New York City is leading with the new Climate Mobilization Act, which includes a limit on carbon emissions from larger buildings. But it is not just New York—over 100 cities and states have committed to 100% carbon-free electricity in the coming years, including California, New Mexico, Chicago, Atlanta, Washington D.C., Cincinnati, Denver, Kansas City, and many others. And there is a variety of enabling legislation to help make this all happen, including PACE Financing, Community Solar, and Stretch Codes.
These climate commitments affect the way all of us live in, work in, and operate our buildings. And this rapidly changing landscape is filled with opportunities and pitfalls for real estate businesses.

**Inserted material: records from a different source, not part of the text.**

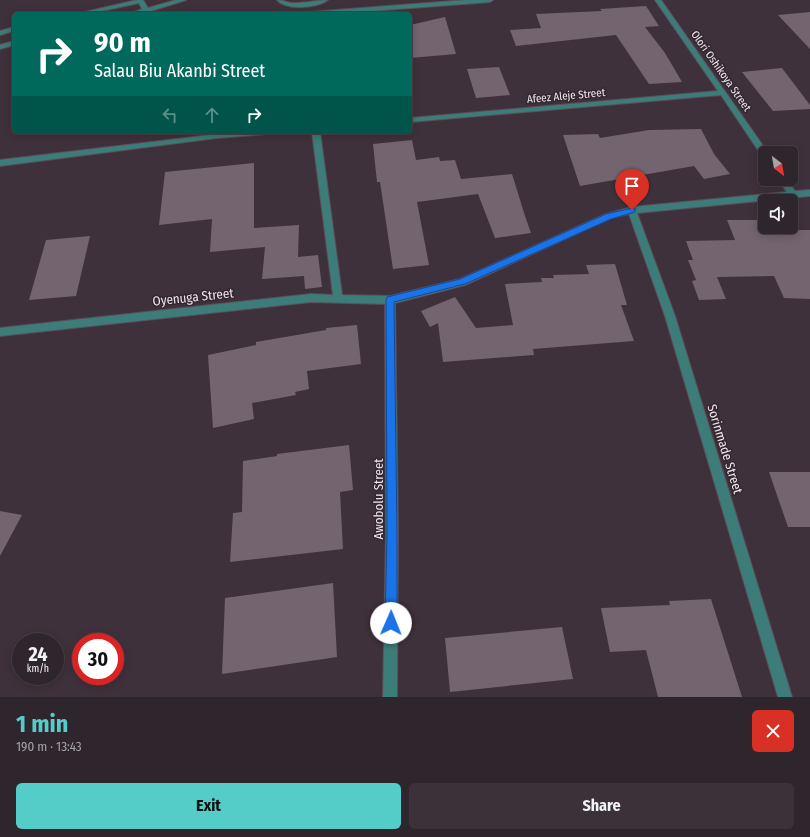 <!DOCTYPE html>
<meta charset="utf-8">
<style>
body{margin:0;font-family:"Fira Sans Condensed",sans-serif;background:#3b3138;color:#f1f3f6;height:100vh;display:flex;flex-direction:column;font-size:15px;white-space:nowrap}
*{box-sizing:border-box;margin:0}
p{font-size:13px;color:#a7a5a9}
.icon{flex:none;width:22px;height:22px;fill:none;stroke:currentColor;stroke-width:2;stroke-linecap:round;stroke-linejoin:round}
.map{position:relative;height:697px;overflow:hidden}
.side{display:flex;flex-direction:column;background:#2f252c;flex:1}
.side>*{flex:none}
.top-card{position:absolute;left:12px;top:12px;width:400px;height:122px;border-radius:6px;box-shadow:0 2px 10px #0003,0 0 0 1px #4a4248;background:#00695c;color:#fff;overflow:hidden}
.needle{width:26px;rotate:149deg}
.tools{position:absolute;left:758px;top:146px;display:grid;gap:8px}
.tools a{display:grid;place-items:center;width:40px;height:40px;border-radius:6px;background:#2f252c;box-shadow:0 2px 10px #0003,0 0 0 1px #4a4248;font-size:20px}
.speed{position:absolute;left:12px;top:633px;display:flex;gap:8px;font-size:20px;font-weight:700;text-align:center}
.speed>*{display:grid;place-content:center;width:52px;height:52px;border-radius:50%;background:#2f252c;box-shadow:0 2px 10px #0003,0 0 0 1px #4a4248;line-height:1}
.speed small{font-size:10px;font-weight:400}
.speed .limit{border:6px solid #d22;background:#fff;color:#111}
.pin{position:absolute;display:grid;place-items:center;width:34px;height:34px;color:#fff;margin:-41px -17px;border-radius:50% 50% 50% 0;rotate:-45deg;box-shadow:0 0 4px #0007}
.pin .icon{rotate:45deg}
.me{position:absolute;width:44px;margin:-22px;rotate:1deg;stroke-linejoin:round;filter:drop-shadow(0 0 3px #0008)}
.turn{display:flex;align-items:center;gap:14px;height:84px;padding:0 16px;font-size:18px}
.turn .icon{width:52px;height:52px;stroke-width:2.5}
.turn b{display:block;font-size:28px;line-height:34px}
.lanes{display:flex;align-items:center;height:38px;padding:0 16px;background:#0003;justify-content:center;gap:20px;direction:ltr}
.lanes .off{opacity:.35}
.round{display:grid;place-items:center;flex:none;width:42px;height:42px;border-radius:6px;background:#3b3138}
.summary{display:flex;align-items:center;justify-content:space-between;height:68px;padding:0 16px}
h1{font-size:24px;font-weight:700;line-height:30px;color:#54cdc8}
.primary-button{display:flex;gap:8px;margin-top:auto;padding:8px 16px}
.primary-button a{flex:1;height:46px;border-radius:6px;background:#54cdc8;color:#111;font-size:16px;font-weight:700;line-height:46px;text-align:center}
.primary-button a+a{background:#3b3138;color:#f1f3f6}
.map>svg:first-child{display:block}
.building{fill:#736470}
.lines{fill:none;stroke-linecap:round;stroke-linejoin:round}
.minor-casing{stroke:#5b4e57;stroke-width:2}
.minor{fill:#3c7c79;fill-rule:evenodd}
.route{fill:#1a73e8;stroke:#114b97}
.labels{text-anchor:middle;dominant-baseline:central;stroke-width:3;stroke-linejoin:round;paint-order:stroke}
.far-street-label{font-size:11px;fill:#efe6ed;stroke:#342731}
.street-label{font-size:13px;fill:#efe6ed;stroke:#342731}
</style>
<div class="map">
<svg width="810" height="697" viewBox="0 0 810 697">
<rect width="100%" height="100%" fill="#3f313b"/>
<g class="building">
<path d="M646 6 659 26 645 27 665 53 682 82 649 84 616 35 516 46 510 30 541 28 536 14 602 11 600 9Z"/>
<path d="M810 12V49L778 15Z"/>
<path d="M445 17 456 54 410 58V25Z"/>
<path d="M499 67 510 95 476 98 467 69Z"/>
<path d="M782 68 810 105V109L773 111 742 72Z"/>
<path d="M701 129 714 154 730 174 704 179 694 166 580 186 563 135 598 134 600 138 649 130Z"/>
<path d="M412 140 416 160 439 157 440 161 455 160 461 179 512 174 525 216 531 233 495 238 478 194 417 202 429 265 393 269 380 182H377L373 144Z"/>
<path d="M254 163V228L299 225 298 257 318 255 322 287 305 289 304 276 262 279 265 247 210 252 212 219 159 225 165 172Z"/>
<path d="M727 220H761L766 230H810V299L784 298 774 276 717 277 726 299 699 300 692 281 696 280 688 260H693L686 241 735 240Z"/>
<path d="M90 236 76 296 29 300 46 240Z"/>
<path d="M615 264 627 305H621L634 341 533 349 534 355 443 362 438 323 430 327 421 311 455 297 476 328 513 325 505 284 542 282 541 278H554L553 275 589 274 586 265Z"/>
<path d="M357 325 361 364 307 371 309 389 295 392 296 395 252 403 254 419 213 428 208 355 256 345V342L326 330V328Z"/>
<path d="M349 445 353 490 340 492 343 549 230 562 233 513 242 512 243 461 277 456V454Z"/>
<path d="M769 472H810V527H788Z"/>
<path d="M0 511 22 515 0 556Z"/>
<path d="M333 583 337 657 222 674 225 598Z"/>
<path d="M711 599 742 697H658L646 650 610 652 601 608 670 605 669 601Z"/>
<path d="M562 627 573 679 450 692 445 638Z"/>
</g>
<g class="lines">
<defs>
<g id="minor">
<path d="M137 0H143L148 8 176 0H186L151 11 155 14H148L145 12 129 14 142 9 139 3 88 14H76Z"/>
<path d="M277 0C284 0 289 4 296 3 307 3 317 0 328 0 317 8 287 11 277 0Z"/>
<path d="M466 0H493L490 2 333 14H306L309 12Z"/>
<path d="M655 0H661L768 153H765V157L762 156 721 95 410 122V118L718 91Z"/>
<path d="M14 27V31L0 35V31Z"/>
<path d="M14 41V45L0 49V45Z"/>
<path d="M236 132H271L267 134 217 138 0 166V160Z"/>
<path d="M312 132H320L342 295 390 296 460 279 606 214 632 207 787 192 778 179H786L795 191 810 190V196L637 213 675 316 792 697H778L665 316 629 214 611 218 465 285 395 303 398 533 397 697H383L386 533 385 304 311 302 0 336V328L311 294 333 295Z"/>
</g>
</defs>
<use href="#minor" class="minor-casing"/>
<use href="#minor" class="minor"/>
</g>
<path class="route" d="M632 208H635V212L611 219 465 284 394 302 397 534V623L395 627 391 629 387 627 385 623 387 534 386 300 387 297 460 279 606 214Z"/>
<g class="labels">
<g class="far-street-label">
<text transform="translate(721 71) rotate(55)">Olori Oshikoya Street</text>
<text transform="translate(566 96) rotate(-5)">Afeez Aleje Street</text>
</g>
<g class="street-label">
<text transform="translate(193 297) rotate(-6)">Oyenuga Street</text>
<text transform="translate(725 449) rotate(73)">Sorinmade Street</text>
<text transform="translate(378 499) rotate(-90)">Awobolu Street</text>
</g>
</g>
</svg>
<div class="tools">
<a><svg class="needle" viewBox="-14 -14 28 28"><path d="M0-13l5 13h-10z" fill="#e53935"/><path d="M0 13l5-13h-10z" fill="#a7a5a9"/></svg></a>
<a><svg class="icon" aria-label="sound" viewBox="0 0 24 24"><path d="M4 9h4l5-4v14l-5-4H4zM17 9q2 3 0 6"/></svg></a>
</div>
<div class="speed"><div>24<small>km/h</small></div><div class="limit">30</div></div>
<div class="pin" style="left:632px;top:210px;background:#d93025"><svg class="icon" aria-label="arrive" viewBox="0 0 24 24"><path d="M6 21V4h12l-3 4 3 4H6"/></svg></div>
<svg class="me" style="left:391px;top:623px" viewBox="-20 -20 40 40"><circle r="19" fill="#fff"/><path d="M0-13L10 11 0 6-10 11z" fill="#1a73e8"/></svg>
<div class="top-card">
<div class="turn"><svg class="icon" aria-label="right" viewBox="0 0 24 24"><path d="M7 20v-9h11M14 6l5 5-5 5"/></svg><div><b>90 m</b>Salau Biu Akanbi Street</div></div>
<div class="lanes"><svg class="icon off" aria-label="left" viewBox="0 0 24 24"><path d="M17 20v-9H6M10 6l-5 5 5 5"/></svg><svg class="icon off" aria-label="ahead" viewBox="0 0 24 24"><path d="M12 20V5M6 11l6-6 6 6"/></svg><svg class="icon" aria-label="right" viewBox="0 0 24 24"><path d="M7 20v-9h11M14 6l5 5-5 5"/></svg></div>
</div>
</div>
<section class="side">
<div class="summary"><div><h1>1 min</h1><p>190 m · 13:43</p></div><a class="round" style="background:#d93025;color:#fff"><svg class="icon" aria-label="close" viewBox="0 0 24 24"><path d="M6 6l12 12M18 6L6 18"/></svg></a></div>
<div class="primary-button"><a>Exit</a><a>Share</a></div>
</section>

The first decision that a real estate leader needs to make is how to react. Do you ignore or slow-walk any required changes, and then find yourself in an emergency situation when new performance targets kick in? Or, like many of our clients, do you take a leadership position, and commit to both exceeding the minimum mandates and getting the full economic benefits of realigning your organization towards a more sustainable future?
To maximize the opportunity presented by these new policies, planning is key. For example:
- When rehabbing a building, do not ignore older mechanical systems that are going to cause your building to be out of compliance in a few years.
- When replacing equipment, consider future energy usage. Don’t buy a “replace-in-kind” boiler today that will make it almost impossible for you to hit the coming emissions limits in the future; spend an incremental amount more on something better!
- Similarly, when replacing a facade or roof, take the opportunity to upgrade the insulation, too, and reduce the energy demands of the building.
- When doing a larger rehab or new construction project, do not value engineer out energy-saving measures, especially when there are various financing tools to help pay for them.
Finally, take the time to tell your sustainability story to your tenants, employees, and investors—it will pay dividends and establish your organization as a leader.
I have three small kids, and I want them and their children to have a planet that is at least as habitable as the one that my grandparents left me. The good news is that with the dropping cost of renewable energy, technology enhancements in HVAC and controls technology, enabling financial tools, and the deep knowhow at companies like Bright Power, there are real, economical solutions to greatly curb harmful emissions from buildings.
It will require great effort to deploy these solutions at scale. This will be our challenge over the next decade. But if we work together, we can do it. And these recent policy developments help to prod us in the right direction—towards a cleaner, healthier environment where everyone profits.